** RECORDS TO PROCESS follows **

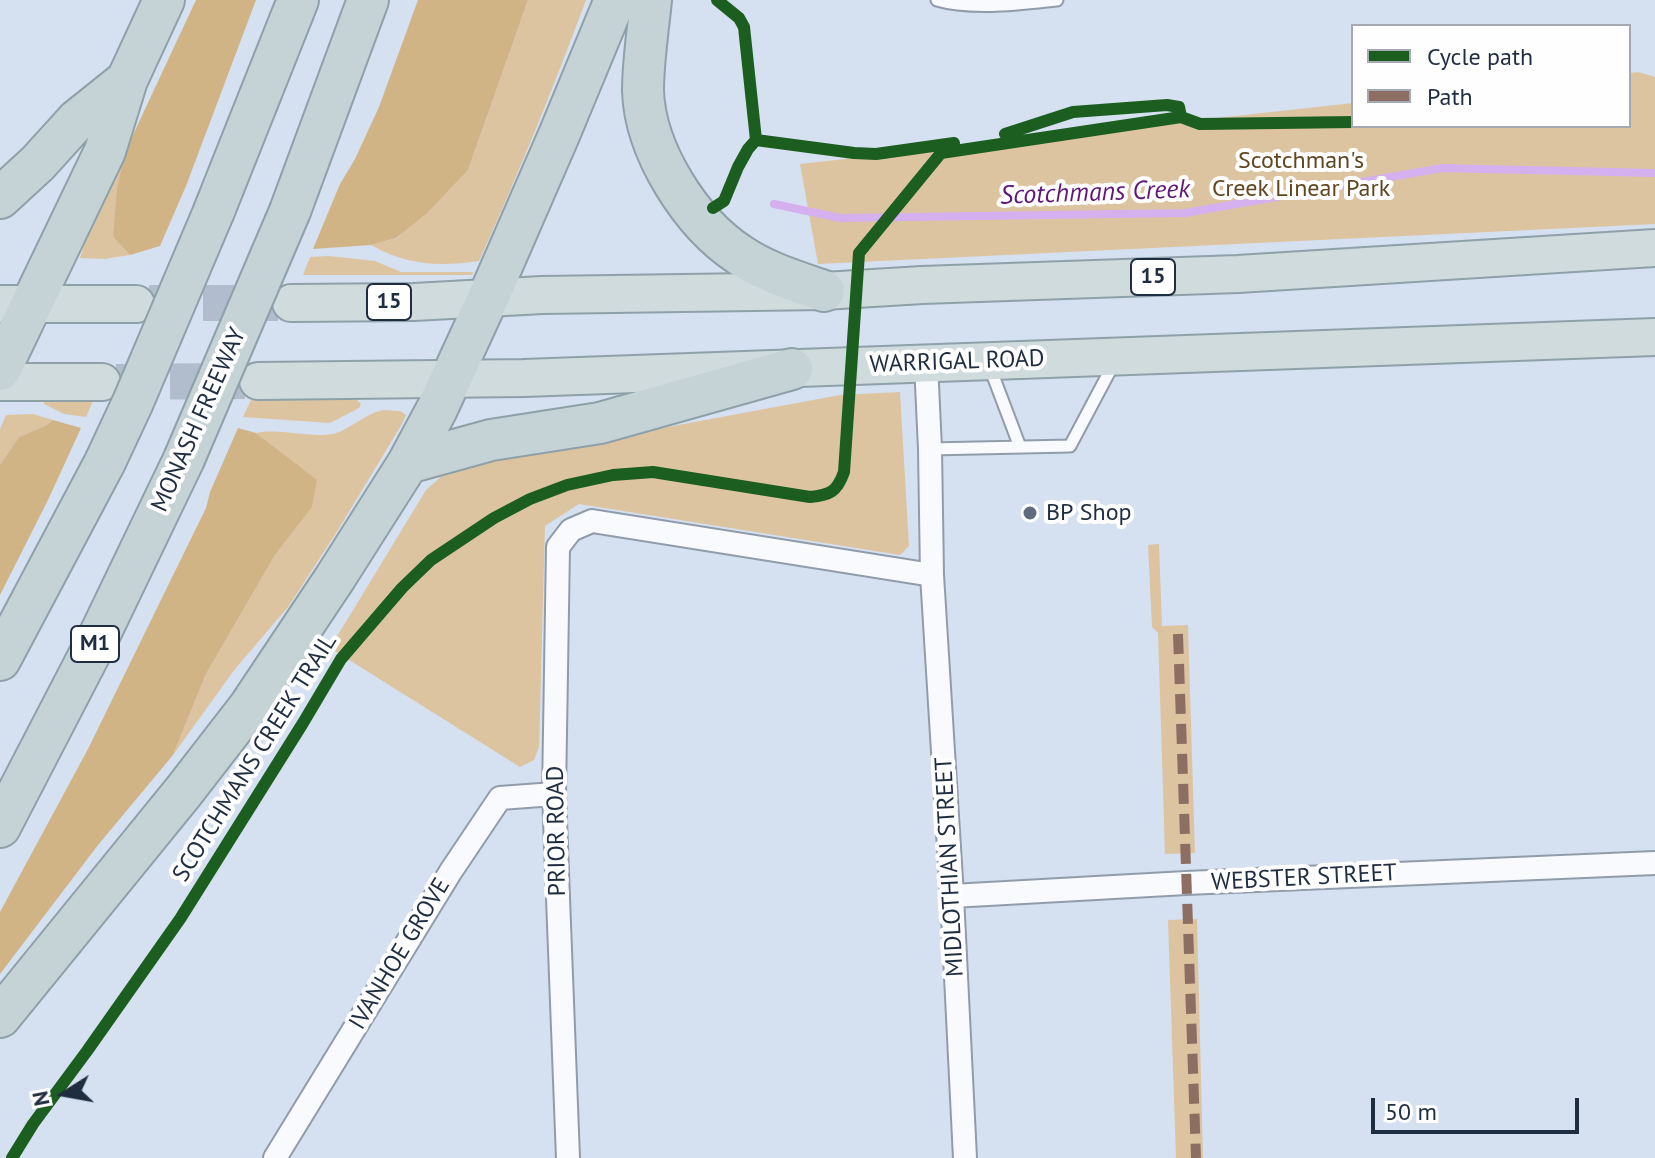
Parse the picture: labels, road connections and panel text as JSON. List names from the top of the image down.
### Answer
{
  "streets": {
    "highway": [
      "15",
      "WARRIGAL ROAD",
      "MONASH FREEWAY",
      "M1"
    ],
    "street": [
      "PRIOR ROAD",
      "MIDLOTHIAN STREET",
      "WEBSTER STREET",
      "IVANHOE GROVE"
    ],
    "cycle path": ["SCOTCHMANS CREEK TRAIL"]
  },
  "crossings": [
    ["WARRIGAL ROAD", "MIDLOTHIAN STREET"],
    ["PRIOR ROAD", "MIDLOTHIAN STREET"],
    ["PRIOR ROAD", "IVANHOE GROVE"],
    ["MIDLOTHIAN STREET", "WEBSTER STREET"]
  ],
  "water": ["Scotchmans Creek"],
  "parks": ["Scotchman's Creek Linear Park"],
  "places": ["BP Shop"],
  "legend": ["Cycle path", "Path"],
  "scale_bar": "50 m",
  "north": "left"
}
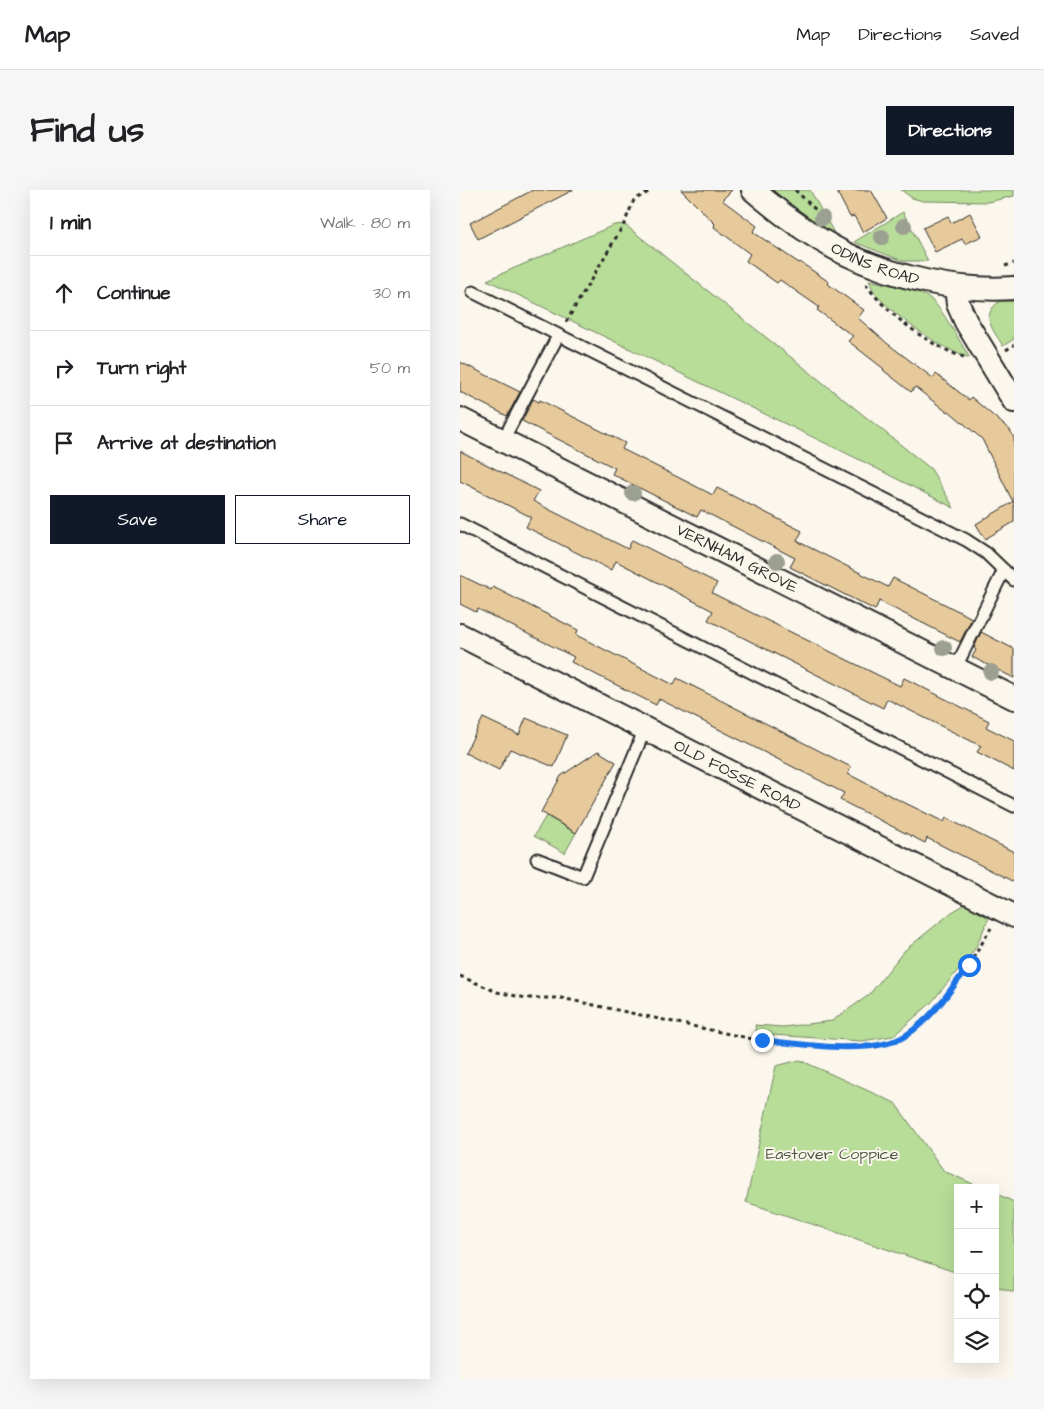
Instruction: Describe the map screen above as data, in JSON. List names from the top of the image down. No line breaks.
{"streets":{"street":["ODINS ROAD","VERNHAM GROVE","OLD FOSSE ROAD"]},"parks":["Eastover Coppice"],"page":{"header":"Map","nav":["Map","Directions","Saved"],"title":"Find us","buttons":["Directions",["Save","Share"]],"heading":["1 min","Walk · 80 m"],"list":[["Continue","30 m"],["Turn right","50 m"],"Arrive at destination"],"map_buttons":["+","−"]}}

** End of RECORDS TO PROCESS **

• _TASK_: The answer must be the line containing "Instruction: Describe the" and every line after it through the last line of the records above, repeated exactly.

• _ANSWER TO THIS PROBLEM_:
Instruction: Describe the map screen above as data, in JSON. List names from the top of the image down. No line breaks.
{"streets":{"street":["ODINS ROAD","VERNHAM GROVE","OLD FOSSE ROAD"]},"parks":["Eastover Coppice"],"page":{"header":"Map","nav":["Map","Directions","Saved"],"title":"Find us","buttons":["Directions",["Save","Share"]],"heading":["1 min","Walk · 80 m"],"list":[["Continue","30 m"],["Turn right","50 m"],"Arrive at destination"],"map_buttons":["+","−"]}}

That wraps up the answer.